From the first line down to the line containing "0 #b5ac91) drop-shadow(-1px", print the records below exactly, leaving every picture out.

** Opening Entries supplied block **

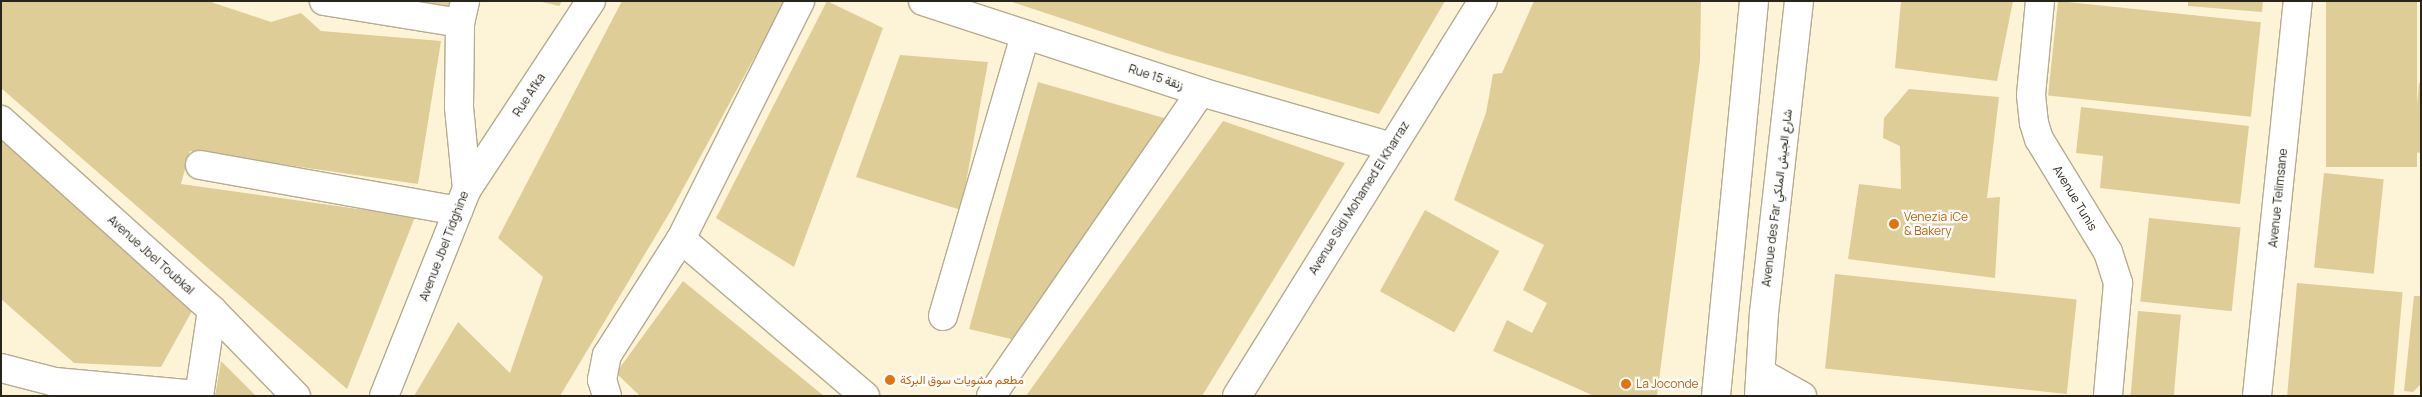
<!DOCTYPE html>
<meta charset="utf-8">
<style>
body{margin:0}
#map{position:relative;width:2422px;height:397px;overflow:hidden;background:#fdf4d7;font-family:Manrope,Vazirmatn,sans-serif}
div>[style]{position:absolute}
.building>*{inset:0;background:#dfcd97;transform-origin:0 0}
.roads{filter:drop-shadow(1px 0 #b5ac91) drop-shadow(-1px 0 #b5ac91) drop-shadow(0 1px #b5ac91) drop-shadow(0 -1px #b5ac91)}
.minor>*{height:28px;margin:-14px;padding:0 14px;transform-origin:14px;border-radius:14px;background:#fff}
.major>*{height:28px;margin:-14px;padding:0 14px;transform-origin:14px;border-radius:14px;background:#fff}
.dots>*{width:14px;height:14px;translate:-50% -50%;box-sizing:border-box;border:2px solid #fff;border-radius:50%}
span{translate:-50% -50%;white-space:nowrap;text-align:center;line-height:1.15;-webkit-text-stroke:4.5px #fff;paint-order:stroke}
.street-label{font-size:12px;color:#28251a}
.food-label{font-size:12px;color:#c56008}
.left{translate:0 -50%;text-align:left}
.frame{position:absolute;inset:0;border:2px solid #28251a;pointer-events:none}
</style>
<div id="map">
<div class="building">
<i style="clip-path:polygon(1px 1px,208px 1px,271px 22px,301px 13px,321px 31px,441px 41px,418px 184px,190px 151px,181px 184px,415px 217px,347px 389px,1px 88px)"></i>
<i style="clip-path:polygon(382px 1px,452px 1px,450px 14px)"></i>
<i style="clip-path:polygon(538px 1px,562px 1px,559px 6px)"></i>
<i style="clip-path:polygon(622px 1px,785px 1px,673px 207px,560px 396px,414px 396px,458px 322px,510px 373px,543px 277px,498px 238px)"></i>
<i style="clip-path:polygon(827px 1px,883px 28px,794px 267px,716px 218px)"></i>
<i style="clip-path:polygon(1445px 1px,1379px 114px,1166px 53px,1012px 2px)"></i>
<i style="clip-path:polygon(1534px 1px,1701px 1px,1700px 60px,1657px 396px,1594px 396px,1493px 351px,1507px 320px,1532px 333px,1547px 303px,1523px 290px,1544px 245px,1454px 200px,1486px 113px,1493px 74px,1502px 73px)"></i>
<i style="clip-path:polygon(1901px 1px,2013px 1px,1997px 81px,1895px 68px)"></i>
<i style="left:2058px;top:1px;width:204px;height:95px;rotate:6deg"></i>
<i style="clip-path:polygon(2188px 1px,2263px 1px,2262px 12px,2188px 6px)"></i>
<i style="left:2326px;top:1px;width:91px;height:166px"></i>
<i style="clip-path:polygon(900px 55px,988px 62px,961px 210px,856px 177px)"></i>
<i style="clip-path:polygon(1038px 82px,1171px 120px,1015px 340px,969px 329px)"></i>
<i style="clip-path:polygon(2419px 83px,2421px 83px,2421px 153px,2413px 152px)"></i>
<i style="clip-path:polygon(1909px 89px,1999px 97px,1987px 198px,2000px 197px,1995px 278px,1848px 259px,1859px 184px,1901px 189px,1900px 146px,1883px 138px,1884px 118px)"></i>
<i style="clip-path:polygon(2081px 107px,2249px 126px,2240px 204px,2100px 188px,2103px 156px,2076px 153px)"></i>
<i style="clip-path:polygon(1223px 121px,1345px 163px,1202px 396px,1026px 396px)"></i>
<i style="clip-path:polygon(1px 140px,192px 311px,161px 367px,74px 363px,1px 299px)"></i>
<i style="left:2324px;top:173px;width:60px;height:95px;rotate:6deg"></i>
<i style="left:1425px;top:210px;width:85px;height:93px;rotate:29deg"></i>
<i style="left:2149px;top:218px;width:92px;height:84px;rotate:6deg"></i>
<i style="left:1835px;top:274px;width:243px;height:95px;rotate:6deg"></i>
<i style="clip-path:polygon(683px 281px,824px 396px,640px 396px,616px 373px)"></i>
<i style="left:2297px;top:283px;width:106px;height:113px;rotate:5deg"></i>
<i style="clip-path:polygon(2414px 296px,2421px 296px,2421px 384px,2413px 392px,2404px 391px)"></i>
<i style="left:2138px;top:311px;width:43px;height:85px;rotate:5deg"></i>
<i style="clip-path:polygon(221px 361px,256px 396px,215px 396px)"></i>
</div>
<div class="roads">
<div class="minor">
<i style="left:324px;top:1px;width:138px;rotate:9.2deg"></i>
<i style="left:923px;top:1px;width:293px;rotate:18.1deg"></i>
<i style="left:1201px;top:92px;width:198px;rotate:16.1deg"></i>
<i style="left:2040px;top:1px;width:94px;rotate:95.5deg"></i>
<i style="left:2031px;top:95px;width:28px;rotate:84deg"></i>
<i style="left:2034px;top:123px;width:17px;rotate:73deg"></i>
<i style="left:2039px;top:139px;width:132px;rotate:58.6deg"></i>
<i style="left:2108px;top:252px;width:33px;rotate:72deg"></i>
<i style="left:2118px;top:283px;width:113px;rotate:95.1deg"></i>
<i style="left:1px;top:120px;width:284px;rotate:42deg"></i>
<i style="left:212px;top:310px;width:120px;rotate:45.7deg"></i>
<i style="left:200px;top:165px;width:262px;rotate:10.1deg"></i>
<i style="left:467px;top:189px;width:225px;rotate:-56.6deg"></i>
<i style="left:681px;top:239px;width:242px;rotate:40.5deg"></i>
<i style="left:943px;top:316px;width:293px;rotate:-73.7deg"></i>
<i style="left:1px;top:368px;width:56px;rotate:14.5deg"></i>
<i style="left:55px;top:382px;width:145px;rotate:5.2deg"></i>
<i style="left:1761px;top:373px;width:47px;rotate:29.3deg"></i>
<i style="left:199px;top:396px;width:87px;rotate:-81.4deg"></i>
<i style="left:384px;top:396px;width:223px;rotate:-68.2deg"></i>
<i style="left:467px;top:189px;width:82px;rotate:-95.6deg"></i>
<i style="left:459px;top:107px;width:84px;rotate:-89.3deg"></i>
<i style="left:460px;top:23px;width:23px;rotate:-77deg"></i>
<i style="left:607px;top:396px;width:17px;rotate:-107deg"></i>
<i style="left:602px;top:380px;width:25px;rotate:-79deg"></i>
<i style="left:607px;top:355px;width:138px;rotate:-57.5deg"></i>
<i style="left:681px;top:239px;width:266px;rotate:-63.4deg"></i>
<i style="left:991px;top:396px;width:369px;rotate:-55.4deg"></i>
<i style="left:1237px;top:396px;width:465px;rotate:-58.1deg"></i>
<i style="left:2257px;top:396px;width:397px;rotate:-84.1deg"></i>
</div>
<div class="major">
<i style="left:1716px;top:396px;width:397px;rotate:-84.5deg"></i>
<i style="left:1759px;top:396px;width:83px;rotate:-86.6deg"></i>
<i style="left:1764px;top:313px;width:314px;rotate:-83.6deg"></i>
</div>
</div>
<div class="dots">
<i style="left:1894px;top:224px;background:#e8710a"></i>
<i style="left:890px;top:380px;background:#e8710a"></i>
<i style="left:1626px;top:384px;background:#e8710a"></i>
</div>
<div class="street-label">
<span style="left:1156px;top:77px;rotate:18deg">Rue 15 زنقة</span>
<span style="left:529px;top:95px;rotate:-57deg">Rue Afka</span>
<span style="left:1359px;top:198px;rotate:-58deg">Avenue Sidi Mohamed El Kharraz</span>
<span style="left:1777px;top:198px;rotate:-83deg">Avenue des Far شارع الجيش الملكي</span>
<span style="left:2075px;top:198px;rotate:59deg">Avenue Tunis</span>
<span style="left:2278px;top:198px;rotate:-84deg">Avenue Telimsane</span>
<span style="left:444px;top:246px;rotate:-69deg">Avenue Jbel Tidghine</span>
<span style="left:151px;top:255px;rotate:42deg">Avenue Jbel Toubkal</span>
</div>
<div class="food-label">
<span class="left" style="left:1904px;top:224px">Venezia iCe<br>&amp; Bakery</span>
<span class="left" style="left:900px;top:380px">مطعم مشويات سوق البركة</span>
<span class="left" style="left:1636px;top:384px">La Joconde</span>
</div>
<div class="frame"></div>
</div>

** Closing Entries supplied block **

- **Expected answer**
<!DOCTYPE html>
<meta charset="utf-8">
<style>
body{margin:0}
#map{position:relative;width:2422px;height:397px;overflow:hidden;background:#fdf4d7;font-family:Manrope,Vazirmatn,sans-serif}
div>[style]{position:absolute}
.building>*{inset:0;background:#dfcd97;transform-origin:0 0}
.roads{filter:drop-shadow(1px 0 #b5ac91) drop-shadow(-1px 0 #b5ac91) drop-shadow(0 1px #b5ac91) drop-shadow(0 -1px #b5ac91)}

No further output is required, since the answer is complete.